6 Managing Backup and Recovery

This chapter explains instance recovery and how to use Recovery Manager (RMAN) to back up and restore Oracle Real Application Clusters (Oracle RAC) databases. This chapter also describes Oracle RAC instance recovery, parallel backup, recovery with SQL*Plus, and using the Flash Recovery Area in Oracle RAC. The topics in this chapter include:

RMAN Backup Scenario for Noncluster File System Backups
RMAN Restore Scenarios for Oracle Real Application Clusters
Instance Recovery in Oracle Real Application Clusters
Media Recovery in Oracle Real Application Clusters
Parallel Recovery in Oracle Real Application Clusters
Using a Flash Recovery Area in Oracle Real Application Clusters

Note:

For restore and recovery in Oracle RAC environments, you do not have to configure the instance that performs the recovery to also be the sole instance that restores all of the datafiles. In Oracle RAC, datafiles are accessible from every node in the cluster, so any node can restore archived redo log files.

RMAN Backup Scenario for Noncluster File System Backups

In a noncluster file system environment, each node can back up only its own local archived redo log files. For example, node 1 cannot access the archived redo log files on node 2 or node 3 unless you configure the network file system for remote access. If you configure a network file system file for backups, then each node will backup its archived redo logs to a local directory.

RMAN Restore Scenarios for Oracle Real Application Clusters

This section describes the following common RMAN restore scenarios:

Cluster File System Restore Scheme
Noncluster File System Restore Scheme
Using RMAN or Enterprise Manager to Restore the Server Parameter File (SPFILE)

Note:
The restore and recovery procedures in a cluster file system scheme do not differ substantially from Oracle single-instance scenarios.

Cluster File System Restore Scheme

The scheme that this section describes assumes that you are using the "Automatic Storage Management and Cluster File System Archiving Scheme". In this scheme, assume that node 3 performed the backups to a CFS. If node 3 is available for the restore and recovery operation, and if all of the archived logs have been backed up or are on disk, then run the following commands to perform complete recovery:

RESTORE DATABASE;
RECOVER DATABASE;

If node 3 performed the backups but is unavailable, then configure a media management device for one of the remaining nodes and make the backup media from node 3 available to this node.

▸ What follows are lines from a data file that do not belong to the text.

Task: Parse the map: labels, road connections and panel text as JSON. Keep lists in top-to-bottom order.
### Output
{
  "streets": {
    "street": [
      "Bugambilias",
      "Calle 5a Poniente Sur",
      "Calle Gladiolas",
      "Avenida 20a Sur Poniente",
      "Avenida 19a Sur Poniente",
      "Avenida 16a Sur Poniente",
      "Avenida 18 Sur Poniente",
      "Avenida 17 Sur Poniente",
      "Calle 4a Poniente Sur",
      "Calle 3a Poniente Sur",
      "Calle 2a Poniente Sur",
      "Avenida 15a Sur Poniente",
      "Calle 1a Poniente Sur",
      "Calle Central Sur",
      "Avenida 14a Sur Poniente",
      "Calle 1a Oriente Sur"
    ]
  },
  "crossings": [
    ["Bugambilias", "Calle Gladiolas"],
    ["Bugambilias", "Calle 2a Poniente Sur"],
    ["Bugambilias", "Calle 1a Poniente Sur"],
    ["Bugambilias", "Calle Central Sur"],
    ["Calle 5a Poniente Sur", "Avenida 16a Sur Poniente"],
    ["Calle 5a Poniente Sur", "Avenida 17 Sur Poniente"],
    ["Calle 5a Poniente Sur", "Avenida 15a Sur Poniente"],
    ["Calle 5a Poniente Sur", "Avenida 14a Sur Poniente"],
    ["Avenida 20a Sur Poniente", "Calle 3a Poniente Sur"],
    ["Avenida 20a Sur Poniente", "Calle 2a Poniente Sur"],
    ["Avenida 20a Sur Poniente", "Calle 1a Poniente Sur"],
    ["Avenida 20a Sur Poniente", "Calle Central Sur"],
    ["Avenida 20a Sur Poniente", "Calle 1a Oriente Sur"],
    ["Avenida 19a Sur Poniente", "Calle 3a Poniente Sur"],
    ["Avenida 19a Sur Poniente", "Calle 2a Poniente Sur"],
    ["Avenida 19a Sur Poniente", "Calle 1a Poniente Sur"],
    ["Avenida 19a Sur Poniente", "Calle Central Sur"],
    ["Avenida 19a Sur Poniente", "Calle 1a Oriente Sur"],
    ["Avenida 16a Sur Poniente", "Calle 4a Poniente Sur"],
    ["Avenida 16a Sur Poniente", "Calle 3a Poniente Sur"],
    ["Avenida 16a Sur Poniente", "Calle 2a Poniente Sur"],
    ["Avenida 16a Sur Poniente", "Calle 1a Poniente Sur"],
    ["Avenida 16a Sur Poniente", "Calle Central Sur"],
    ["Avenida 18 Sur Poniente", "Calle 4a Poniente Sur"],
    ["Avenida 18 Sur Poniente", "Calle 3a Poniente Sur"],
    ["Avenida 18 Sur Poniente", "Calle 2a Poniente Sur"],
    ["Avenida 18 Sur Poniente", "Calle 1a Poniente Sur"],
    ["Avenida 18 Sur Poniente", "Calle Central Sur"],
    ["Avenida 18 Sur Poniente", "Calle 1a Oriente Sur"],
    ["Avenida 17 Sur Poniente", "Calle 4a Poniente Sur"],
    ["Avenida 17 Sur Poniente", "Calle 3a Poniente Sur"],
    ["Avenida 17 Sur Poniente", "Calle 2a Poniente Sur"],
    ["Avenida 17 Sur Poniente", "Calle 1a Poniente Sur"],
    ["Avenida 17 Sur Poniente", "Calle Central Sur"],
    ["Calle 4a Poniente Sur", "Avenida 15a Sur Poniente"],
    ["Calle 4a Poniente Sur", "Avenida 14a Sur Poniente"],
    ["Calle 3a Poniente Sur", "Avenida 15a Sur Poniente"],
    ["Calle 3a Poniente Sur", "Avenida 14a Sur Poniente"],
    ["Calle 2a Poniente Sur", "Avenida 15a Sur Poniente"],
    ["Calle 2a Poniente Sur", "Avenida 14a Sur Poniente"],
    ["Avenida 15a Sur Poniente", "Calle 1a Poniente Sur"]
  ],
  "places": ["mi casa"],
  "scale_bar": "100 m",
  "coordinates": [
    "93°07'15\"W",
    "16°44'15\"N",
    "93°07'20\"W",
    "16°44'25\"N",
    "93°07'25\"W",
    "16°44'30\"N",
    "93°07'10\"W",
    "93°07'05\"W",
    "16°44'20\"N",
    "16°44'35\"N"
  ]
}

Noncluster File System Restore Scheme

The scheme that this section describes assumes that you are using the "Noncluster File System Local Archiving Scheme". In this scheme, each node archives locally to a different directory. For example, node 1 archives to /arc_dest_1, node 2 archives to /arc_dest_2, and node 3 archives to /arc_dest_3. You must configure a network file system file so that the recovery node can read the archiving directories on the remaining nodes.

If all nodes are available and if all archived redo logs have been backed up, then you can perform a complete restore and recovery by mounting the database and running the following commands from any node:

RESTORE DATABASE;
RECOVER DATABASE;

Because the network file system configuration enables each node read access to the other nodes, then the recovery node can read and apply the archived redo logs located on the local and remote disks. No manual transfer of archived redo logs is required.

Using RMAN or Enterprise Manager to Restore the Server Parameter File (SPFILE)

RMAN can restore the server parameter file either to the default location or to a location that you specify.

You can also use Enterprise Manager to restore SPFILE. From the Backup/Recovery section of the Maintenance tab, click Perform Recovery. The Perform Recovery link is context-sensitive and navigates you to the SPFILE restore only when the database is closed.

Instance Recovery in Oracle Real Application Clusters

Instance failure occurs when software or hardware problems disable an instance. After instance failure, Oracle automatically uses the online redo logs to perform recovery as described in this section.

Single Node Failure in Oracle Real Application Clusters

Instance recovery in Oracle RAC does not include the recovery of applications that were running on the failed instance. Oracle Clusterware restarts the instance automatically. You can also use callout programs as described in the example on Oracle Technology Network (OTN) to trigger application recovery.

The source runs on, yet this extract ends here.